**Task details**: Tally how many lines in the data hold the word "none", and give the result with no other text.

━━━━

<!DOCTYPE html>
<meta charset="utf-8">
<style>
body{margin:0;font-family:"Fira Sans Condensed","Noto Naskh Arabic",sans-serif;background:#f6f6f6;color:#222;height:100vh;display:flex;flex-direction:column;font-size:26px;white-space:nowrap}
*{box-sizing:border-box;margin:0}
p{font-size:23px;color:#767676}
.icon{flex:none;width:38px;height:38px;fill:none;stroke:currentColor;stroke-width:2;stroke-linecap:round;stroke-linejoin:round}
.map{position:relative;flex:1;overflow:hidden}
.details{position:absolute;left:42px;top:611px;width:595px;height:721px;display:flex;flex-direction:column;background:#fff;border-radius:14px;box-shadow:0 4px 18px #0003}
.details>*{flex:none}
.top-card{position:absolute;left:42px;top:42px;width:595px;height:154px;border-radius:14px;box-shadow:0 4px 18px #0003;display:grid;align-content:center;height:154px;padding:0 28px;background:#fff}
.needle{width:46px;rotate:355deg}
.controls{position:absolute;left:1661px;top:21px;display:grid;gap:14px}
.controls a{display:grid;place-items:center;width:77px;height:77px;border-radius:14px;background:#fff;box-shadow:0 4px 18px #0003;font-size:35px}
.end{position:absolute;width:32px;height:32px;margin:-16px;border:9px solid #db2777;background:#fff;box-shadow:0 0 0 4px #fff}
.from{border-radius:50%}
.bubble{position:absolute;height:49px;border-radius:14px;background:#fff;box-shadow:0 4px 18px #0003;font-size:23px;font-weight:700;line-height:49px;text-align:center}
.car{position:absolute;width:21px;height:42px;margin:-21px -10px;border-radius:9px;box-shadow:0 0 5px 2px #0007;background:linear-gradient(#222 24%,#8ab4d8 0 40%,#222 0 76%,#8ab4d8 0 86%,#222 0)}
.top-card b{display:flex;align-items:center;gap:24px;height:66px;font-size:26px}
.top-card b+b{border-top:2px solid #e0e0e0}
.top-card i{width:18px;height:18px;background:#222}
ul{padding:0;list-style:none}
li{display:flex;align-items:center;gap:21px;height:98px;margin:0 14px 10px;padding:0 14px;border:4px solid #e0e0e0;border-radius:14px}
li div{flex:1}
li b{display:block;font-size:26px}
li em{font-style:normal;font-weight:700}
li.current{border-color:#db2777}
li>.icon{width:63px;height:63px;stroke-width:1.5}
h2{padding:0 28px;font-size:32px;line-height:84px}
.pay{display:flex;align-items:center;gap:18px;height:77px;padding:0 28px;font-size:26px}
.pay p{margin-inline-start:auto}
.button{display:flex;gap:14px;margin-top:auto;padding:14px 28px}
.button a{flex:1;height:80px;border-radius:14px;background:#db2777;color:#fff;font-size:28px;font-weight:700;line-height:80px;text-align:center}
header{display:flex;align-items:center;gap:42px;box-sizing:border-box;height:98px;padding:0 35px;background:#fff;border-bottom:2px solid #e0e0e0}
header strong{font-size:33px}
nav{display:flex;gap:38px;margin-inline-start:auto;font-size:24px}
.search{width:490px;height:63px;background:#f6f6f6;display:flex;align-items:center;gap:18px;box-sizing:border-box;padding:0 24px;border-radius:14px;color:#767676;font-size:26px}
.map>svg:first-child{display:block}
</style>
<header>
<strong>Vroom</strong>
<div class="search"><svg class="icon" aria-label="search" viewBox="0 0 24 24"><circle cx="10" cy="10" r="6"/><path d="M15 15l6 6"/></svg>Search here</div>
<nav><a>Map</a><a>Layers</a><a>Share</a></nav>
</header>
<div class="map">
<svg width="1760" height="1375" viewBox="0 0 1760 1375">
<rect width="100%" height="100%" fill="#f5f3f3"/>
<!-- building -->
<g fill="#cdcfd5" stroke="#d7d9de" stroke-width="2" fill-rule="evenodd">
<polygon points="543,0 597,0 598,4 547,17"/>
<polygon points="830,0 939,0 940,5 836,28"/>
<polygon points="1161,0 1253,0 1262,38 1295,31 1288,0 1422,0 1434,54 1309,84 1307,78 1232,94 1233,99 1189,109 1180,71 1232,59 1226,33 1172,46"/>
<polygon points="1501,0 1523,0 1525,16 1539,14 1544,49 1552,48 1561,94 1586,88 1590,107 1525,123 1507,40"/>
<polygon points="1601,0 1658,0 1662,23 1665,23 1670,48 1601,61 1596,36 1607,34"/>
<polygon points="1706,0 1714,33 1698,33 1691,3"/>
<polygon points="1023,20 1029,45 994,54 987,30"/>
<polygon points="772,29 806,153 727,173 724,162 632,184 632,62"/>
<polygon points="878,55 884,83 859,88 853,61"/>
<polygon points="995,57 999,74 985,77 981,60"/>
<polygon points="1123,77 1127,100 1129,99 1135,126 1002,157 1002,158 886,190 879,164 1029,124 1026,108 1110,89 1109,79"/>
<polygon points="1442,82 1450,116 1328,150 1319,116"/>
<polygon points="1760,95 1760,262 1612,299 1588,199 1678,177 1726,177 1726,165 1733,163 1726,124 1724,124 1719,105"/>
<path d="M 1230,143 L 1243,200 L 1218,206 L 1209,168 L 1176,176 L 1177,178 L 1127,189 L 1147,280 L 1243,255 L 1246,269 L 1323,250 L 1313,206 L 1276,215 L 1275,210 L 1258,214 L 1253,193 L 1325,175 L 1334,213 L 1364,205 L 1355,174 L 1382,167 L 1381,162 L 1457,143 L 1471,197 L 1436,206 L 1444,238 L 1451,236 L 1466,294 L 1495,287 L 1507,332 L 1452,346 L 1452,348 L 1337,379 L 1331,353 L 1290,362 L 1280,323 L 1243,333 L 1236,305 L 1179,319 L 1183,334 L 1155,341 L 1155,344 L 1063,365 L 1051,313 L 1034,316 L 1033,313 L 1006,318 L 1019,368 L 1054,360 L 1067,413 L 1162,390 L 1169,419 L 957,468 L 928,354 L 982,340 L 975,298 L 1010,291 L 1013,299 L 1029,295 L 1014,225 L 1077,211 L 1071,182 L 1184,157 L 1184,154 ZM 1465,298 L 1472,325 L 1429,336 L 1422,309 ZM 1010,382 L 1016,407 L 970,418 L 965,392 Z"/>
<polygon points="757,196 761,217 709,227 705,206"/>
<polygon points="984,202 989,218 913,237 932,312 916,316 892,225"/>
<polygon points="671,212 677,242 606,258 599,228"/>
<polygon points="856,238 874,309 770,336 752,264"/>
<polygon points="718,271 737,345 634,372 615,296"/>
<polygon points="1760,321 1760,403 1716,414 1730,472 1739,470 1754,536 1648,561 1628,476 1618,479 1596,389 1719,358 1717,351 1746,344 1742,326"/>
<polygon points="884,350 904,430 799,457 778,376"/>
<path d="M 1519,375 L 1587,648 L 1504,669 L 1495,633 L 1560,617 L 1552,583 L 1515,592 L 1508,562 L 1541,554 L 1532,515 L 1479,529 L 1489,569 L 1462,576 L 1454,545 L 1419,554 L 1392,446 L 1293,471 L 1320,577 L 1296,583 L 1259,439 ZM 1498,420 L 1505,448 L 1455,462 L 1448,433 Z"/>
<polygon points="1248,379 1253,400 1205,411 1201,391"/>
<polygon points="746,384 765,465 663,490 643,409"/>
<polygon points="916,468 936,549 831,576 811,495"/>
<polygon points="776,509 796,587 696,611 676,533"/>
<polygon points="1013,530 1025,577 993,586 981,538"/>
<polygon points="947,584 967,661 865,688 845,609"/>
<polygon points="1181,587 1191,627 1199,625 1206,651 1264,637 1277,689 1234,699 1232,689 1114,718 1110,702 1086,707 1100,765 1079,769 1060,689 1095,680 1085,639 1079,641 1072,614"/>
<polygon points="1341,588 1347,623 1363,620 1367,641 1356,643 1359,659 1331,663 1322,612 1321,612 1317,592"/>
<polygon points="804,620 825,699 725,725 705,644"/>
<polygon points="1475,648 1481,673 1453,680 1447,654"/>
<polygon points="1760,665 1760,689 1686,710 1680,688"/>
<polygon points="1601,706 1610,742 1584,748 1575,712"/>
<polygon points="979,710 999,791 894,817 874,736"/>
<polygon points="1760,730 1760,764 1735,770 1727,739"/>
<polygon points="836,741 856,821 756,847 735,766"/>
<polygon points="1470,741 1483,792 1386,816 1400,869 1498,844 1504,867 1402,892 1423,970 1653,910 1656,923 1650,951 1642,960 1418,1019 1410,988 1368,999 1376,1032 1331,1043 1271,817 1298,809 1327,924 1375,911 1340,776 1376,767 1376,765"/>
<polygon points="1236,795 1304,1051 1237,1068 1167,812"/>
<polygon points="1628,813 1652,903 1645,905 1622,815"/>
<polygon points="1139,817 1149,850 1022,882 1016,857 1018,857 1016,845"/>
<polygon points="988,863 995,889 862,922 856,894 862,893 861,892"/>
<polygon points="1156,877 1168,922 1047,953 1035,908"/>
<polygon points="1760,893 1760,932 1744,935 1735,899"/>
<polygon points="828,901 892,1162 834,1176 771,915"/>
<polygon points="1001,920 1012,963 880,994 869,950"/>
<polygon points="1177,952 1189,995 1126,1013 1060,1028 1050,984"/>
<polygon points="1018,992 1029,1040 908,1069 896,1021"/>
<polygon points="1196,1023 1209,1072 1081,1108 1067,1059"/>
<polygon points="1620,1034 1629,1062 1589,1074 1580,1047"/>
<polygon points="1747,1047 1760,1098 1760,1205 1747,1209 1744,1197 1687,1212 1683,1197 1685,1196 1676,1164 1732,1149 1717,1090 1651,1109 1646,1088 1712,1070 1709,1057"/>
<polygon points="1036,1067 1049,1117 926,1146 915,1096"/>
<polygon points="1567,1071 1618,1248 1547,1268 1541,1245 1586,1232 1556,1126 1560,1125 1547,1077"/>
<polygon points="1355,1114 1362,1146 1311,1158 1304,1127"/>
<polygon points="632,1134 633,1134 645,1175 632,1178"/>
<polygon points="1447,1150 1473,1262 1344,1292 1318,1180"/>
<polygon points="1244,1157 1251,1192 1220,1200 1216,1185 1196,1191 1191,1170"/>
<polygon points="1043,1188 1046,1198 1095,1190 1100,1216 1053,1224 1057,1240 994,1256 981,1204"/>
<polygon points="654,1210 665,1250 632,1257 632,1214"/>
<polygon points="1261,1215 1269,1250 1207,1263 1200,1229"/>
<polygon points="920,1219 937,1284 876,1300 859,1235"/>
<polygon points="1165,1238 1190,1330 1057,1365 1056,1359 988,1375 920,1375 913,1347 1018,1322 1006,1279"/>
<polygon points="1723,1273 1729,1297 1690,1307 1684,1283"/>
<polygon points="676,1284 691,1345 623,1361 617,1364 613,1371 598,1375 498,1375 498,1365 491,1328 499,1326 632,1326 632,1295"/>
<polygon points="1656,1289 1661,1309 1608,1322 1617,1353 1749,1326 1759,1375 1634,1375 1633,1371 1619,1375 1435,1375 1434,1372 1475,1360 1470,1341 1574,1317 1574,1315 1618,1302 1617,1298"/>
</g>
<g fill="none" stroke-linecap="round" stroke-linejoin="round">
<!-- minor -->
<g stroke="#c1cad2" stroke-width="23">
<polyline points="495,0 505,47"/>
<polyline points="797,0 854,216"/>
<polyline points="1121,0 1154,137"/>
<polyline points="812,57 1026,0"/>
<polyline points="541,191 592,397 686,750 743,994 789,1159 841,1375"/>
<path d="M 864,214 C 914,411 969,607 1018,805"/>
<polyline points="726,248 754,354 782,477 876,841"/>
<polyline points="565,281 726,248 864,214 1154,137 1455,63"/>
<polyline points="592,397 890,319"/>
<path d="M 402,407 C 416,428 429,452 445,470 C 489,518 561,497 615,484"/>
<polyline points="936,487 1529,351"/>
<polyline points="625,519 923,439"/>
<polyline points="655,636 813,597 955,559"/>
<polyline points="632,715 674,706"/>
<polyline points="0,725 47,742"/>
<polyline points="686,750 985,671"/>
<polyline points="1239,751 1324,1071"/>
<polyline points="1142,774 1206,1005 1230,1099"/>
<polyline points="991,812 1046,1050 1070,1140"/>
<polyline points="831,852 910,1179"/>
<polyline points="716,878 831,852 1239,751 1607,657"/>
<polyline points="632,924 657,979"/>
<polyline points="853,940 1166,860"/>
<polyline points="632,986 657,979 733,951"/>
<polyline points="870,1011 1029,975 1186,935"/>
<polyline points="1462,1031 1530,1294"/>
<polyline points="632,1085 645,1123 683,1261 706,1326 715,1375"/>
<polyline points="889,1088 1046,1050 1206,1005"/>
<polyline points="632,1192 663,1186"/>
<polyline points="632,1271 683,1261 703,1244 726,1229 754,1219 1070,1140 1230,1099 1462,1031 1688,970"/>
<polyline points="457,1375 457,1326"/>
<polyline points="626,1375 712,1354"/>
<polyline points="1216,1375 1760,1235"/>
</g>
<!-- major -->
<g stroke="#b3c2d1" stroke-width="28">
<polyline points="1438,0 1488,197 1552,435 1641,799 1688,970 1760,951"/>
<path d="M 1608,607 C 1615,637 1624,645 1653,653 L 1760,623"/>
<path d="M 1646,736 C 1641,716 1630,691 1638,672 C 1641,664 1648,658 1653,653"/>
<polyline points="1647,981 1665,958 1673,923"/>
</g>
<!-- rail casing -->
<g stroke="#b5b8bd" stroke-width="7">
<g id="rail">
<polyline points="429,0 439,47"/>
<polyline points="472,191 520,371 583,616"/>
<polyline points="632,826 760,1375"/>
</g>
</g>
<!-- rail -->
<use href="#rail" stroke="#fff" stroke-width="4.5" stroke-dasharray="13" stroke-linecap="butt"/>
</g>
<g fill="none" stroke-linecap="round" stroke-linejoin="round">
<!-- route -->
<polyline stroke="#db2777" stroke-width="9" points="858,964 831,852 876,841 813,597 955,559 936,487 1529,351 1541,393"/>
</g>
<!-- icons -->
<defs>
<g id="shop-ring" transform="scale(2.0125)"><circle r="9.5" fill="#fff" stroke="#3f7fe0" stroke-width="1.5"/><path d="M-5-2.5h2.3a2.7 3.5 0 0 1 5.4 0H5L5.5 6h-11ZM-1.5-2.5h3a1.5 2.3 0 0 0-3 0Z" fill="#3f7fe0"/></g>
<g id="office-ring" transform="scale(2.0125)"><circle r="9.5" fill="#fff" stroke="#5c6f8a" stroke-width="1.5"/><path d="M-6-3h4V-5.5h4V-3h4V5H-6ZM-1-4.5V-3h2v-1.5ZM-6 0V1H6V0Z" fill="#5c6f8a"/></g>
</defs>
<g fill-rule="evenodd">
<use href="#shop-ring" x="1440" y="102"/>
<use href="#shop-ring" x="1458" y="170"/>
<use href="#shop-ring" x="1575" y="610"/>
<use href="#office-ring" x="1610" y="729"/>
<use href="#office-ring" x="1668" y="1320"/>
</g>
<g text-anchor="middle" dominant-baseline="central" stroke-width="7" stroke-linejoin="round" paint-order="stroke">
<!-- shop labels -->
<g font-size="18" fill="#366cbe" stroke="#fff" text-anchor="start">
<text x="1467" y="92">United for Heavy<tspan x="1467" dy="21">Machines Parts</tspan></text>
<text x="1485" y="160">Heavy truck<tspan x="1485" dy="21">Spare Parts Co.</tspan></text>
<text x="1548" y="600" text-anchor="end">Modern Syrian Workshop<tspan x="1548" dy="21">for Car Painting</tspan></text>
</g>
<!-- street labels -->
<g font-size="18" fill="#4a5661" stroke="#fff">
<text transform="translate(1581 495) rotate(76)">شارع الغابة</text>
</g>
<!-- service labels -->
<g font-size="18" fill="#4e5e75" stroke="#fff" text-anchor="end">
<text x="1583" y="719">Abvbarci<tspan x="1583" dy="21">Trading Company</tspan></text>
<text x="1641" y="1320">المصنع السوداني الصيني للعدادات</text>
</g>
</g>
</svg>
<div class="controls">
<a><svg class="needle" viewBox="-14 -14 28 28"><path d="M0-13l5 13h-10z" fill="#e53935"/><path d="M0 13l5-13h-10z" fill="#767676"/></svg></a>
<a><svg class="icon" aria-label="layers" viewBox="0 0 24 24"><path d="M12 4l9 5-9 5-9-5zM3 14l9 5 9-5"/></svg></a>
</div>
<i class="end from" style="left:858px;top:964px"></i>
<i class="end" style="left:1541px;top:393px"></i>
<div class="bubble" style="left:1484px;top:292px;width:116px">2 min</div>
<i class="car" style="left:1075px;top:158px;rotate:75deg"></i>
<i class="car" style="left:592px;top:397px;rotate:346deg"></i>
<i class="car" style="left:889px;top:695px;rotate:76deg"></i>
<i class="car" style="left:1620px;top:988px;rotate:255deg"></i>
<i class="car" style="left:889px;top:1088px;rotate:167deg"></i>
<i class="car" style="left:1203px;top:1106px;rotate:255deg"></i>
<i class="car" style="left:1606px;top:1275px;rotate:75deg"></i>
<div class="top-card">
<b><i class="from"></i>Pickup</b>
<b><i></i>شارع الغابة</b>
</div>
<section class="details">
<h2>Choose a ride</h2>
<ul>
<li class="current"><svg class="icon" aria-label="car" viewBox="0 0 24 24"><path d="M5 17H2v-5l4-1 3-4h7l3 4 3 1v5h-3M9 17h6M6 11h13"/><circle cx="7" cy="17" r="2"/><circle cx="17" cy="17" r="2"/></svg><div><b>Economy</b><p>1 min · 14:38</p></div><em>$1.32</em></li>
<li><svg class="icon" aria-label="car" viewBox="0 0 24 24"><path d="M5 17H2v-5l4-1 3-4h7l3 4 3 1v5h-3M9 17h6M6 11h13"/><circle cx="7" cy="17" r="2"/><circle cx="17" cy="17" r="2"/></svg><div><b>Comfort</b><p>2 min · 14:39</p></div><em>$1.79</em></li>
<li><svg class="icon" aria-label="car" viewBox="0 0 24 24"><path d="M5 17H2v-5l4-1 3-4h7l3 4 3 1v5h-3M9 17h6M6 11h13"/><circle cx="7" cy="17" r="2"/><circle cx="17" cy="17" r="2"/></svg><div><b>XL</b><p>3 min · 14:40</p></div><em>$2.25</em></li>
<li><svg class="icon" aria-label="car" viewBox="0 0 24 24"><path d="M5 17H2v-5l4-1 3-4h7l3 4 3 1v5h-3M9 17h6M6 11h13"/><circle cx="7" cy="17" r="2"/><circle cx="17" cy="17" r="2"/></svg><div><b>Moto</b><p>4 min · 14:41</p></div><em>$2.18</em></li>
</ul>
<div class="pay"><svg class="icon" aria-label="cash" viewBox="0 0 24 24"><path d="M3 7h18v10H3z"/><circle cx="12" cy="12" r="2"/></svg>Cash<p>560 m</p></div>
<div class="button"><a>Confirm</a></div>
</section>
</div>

━━━━

**Solution to the exercise**: 5